Task goal
Print the data below exactly, but only the lines from the one containing "Where are all text and symbols in the" down to the one containing "Give bounding boxes", inclusive.

** Opening Source data block **

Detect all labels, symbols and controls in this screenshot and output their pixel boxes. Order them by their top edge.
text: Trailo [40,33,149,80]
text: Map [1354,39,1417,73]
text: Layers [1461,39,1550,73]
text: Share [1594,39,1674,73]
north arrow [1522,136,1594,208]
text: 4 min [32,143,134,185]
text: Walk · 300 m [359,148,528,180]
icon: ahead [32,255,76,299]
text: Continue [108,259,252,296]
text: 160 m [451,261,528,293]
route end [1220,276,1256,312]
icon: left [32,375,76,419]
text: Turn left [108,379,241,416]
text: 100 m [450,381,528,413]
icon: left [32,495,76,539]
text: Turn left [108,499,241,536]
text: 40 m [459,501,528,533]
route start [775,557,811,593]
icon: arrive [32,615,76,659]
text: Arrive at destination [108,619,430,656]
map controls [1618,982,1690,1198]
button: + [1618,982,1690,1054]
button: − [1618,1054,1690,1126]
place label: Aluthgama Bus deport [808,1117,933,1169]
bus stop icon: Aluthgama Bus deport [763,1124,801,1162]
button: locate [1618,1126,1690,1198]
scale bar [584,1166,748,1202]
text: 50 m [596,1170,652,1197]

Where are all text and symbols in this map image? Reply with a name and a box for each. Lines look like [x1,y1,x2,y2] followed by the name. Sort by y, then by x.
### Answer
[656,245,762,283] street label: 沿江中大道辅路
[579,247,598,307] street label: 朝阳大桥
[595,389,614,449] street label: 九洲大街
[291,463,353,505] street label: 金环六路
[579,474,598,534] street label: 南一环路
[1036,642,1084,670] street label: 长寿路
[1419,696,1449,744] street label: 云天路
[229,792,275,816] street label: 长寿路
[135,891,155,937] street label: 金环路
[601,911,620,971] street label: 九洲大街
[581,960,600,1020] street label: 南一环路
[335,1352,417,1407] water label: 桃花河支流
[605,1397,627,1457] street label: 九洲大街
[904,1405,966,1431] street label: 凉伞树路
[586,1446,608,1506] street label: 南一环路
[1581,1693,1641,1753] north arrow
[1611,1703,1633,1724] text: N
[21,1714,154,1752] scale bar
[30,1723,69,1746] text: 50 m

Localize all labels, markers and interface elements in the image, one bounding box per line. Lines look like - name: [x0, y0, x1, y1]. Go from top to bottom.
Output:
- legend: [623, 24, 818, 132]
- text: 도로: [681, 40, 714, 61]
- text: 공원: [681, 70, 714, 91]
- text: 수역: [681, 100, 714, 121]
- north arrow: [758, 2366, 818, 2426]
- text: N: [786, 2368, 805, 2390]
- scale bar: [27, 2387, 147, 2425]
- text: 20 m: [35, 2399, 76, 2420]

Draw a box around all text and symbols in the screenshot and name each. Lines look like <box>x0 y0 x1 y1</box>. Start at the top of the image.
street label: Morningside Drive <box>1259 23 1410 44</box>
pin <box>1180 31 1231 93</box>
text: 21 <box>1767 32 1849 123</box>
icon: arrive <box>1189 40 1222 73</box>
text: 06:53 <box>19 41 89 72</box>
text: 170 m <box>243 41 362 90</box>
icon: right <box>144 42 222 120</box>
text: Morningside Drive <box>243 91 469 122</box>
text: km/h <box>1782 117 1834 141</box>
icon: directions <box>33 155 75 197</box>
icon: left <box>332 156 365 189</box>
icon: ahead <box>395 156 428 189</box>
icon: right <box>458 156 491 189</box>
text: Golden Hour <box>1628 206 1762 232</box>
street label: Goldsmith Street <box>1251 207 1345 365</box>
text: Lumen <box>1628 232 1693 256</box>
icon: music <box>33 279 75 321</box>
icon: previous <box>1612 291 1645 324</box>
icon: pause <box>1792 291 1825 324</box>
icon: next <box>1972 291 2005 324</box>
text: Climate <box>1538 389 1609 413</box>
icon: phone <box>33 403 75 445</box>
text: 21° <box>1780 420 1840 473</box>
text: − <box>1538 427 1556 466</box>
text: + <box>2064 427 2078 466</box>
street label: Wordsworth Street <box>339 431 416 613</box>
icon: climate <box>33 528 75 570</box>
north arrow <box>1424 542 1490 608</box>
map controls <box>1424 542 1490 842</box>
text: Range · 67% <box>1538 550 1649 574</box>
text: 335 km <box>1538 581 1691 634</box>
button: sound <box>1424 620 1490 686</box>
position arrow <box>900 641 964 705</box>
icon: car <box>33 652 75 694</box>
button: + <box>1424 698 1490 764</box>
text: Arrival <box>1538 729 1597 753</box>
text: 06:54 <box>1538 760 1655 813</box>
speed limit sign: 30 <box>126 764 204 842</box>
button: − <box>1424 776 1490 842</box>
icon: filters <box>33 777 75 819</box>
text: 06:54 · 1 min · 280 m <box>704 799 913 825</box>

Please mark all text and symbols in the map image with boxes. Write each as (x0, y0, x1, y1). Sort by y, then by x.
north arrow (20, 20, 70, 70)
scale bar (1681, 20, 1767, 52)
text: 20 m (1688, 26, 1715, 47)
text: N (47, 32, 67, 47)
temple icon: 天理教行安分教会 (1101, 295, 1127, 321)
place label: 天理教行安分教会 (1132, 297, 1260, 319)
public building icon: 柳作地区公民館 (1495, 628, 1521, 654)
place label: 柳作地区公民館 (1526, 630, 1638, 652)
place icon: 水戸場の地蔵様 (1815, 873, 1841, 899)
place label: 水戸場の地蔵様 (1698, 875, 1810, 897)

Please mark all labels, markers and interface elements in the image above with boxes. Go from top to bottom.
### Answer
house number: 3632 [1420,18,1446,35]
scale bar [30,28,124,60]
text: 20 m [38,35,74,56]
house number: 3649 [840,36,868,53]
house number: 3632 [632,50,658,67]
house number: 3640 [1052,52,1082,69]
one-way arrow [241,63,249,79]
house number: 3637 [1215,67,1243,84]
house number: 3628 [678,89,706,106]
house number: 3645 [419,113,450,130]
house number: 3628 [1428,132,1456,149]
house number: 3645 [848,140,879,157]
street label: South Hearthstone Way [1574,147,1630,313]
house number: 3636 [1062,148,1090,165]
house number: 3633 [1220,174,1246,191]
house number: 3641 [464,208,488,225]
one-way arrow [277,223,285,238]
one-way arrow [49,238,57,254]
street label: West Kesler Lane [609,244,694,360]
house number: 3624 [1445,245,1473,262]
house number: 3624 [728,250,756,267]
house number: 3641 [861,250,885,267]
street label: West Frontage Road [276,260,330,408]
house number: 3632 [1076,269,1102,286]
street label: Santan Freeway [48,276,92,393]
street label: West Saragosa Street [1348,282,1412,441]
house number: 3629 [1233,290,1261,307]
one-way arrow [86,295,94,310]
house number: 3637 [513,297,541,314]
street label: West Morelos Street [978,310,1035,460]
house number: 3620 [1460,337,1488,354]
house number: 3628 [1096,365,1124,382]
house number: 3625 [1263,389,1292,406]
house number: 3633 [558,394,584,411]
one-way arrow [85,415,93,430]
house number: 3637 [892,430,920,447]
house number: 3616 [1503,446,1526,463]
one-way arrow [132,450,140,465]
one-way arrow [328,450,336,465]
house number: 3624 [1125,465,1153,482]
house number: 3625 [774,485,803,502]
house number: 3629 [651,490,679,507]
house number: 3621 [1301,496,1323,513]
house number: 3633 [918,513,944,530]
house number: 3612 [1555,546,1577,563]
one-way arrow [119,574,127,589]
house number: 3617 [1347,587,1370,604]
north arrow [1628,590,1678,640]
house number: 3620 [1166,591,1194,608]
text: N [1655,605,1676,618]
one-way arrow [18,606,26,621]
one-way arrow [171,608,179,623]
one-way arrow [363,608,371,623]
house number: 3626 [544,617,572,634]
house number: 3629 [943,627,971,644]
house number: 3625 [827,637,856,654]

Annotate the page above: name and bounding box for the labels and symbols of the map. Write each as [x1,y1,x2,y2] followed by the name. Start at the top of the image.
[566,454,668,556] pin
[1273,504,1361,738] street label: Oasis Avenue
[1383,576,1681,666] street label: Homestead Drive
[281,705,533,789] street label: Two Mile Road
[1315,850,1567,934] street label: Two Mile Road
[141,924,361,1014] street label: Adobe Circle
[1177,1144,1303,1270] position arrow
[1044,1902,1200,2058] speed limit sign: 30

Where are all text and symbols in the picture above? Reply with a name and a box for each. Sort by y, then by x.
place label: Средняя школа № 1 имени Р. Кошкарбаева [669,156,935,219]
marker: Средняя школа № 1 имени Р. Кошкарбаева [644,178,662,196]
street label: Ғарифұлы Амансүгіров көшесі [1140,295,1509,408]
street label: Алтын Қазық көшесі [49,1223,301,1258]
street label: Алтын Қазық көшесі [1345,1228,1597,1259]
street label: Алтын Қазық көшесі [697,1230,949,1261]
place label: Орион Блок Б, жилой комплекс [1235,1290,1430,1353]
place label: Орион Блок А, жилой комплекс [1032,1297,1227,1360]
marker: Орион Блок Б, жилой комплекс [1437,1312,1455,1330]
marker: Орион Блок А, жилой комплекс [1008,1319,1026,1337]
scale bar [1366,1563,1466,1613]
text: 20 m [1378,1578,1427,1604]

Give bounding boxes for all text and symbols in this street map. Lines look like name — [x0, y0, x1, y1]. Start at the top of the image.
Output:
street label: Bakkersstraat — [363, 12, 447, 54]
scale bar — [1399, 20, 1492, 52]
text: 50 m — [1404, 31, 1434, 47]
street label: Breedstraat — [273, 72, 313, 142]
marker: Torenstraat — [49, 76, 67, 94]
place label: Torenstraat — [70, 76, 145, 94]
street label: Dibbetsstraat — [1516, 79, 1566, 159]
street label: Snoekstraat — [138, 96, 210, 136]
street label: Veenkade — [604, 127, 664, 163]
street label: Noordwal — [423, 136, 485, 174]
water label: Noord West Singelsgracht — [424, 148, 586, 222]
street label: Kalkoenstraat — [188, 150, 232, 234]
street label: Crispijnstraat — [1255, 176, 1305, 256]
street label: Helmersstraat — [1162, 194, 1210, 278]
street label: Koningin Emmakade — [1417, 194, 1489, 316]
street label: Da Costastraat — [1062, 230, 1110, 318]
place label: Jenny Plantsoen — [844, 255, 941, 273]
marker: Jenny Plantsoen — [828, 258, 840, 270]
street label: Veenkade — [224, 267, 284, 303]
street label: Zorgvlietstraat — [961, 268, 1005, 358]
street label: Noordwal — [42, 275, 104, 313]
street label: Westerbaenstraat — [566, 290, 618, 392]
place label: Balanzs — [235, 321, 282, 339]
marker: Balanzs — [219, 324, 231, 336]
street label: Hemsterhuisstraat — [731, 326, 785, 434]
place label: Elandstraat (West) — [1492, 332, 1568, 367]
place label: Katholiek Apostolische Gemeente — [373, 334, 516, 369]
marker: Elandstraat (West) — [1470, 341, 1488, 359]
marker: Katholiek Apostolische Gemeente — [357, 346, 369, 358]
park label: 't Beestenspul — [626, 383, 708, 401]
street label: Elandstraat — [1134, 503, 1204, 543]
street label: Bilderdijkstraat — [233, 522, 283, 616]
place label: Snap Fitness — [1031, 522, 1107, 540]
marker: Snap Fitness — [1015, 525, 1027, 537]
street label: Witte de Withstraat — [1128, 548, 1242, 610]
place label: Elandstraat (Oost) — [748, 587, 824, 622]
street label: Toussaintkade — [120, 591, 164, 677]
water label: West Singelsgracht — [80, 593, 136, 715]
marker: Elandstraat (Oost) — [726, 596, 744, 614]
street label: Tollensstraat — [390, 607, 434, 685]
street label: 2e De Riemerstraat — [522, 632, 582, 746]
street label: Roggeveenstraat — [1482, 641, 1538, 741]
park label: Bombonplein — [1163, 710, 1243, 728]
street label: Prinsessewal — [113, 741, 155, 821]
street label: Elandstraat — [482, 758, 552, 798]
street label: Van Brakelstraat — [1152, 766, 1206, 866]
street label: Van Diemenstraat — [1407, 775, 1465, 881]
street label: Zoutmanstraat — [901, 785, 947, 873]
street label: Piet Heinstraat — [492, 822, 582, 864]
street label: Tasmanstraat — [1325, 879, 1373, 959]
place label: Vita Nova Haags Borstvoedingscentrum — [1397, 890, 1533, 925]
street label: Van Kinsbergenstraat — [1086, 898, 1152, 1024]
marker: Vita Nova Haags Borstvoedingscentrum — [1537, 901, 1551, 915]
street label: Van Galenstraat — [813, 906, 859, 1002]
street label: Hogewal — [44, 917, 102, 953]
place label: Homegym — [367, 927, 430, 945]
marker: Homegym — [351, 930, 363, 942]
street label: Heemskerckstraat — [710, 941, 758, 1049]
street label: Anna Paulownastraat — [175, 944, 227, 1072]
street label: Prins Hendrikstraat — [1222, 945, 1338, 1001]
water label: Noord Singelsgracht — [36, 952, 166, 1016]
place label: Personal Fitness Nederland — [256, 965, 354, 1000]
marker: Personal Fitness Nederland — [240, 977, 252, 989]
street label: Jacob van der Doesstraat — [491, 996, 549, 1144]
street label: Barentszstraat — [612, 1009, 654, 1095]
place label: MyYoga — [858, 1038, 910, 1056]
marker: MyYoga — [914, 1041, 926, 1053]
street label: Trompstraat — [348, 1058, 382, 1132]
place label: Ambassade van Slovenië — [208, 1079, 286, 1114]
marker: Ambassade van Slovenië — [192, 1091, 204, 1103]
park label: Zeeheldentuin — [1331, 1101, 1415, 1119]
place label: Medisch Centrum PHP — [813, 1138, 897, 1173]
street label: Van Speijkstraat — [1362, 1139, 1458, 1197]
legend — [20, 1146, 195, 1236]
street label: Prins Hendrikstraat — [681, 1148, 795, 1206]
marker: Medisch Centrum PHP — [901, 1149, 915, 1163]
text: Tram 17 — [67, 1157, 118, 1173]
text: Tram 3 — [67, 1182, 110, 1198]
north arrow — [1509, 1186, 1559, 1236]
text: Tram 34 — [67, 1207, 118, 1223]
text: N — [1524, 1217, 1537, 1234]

** Closing Source data block **

Your solution
Where are all text and symbols in the picture above? Reply with a name and a box for each. Sort by y, then by x.
place label: Средняя школа № 1 имени Р. Кошкарбаева [669,156,935,219]
marker: Средняя школа № 1 имени Р. Кошкарбаева [644,178,662,196]
street label: Ғарифұлы Амансүгіров көшесі [1140,295,1509,408]
street label: Алтын Қазық көшесі [49,1223,301,1258]
street label: Алтын Қазық көшесі [1345,1228,1597,1259]
street label: Алтын Қазық көшесі [697,1230,949,1261]
place label: Орион Блок Б, жилой комплекс [1235,1290,1430,1353]
place label: Орион Блок А, жилой комплекс [1032,1297,1227,1360]
marker: Орион Блок Б, жилой комплекс [1437,1312,1455,1330]
marker: Орион Блок А, жилой комплекс [1008,1319,1026,1337]
scale bar [1366,1563,1466,1613]
text: 20 m [1378,1578,1427,1604]

Give bounding boxes for all text and symbols in this street map. Lines look like name — [x0, y0, x1, y1]. Start at the top of the image.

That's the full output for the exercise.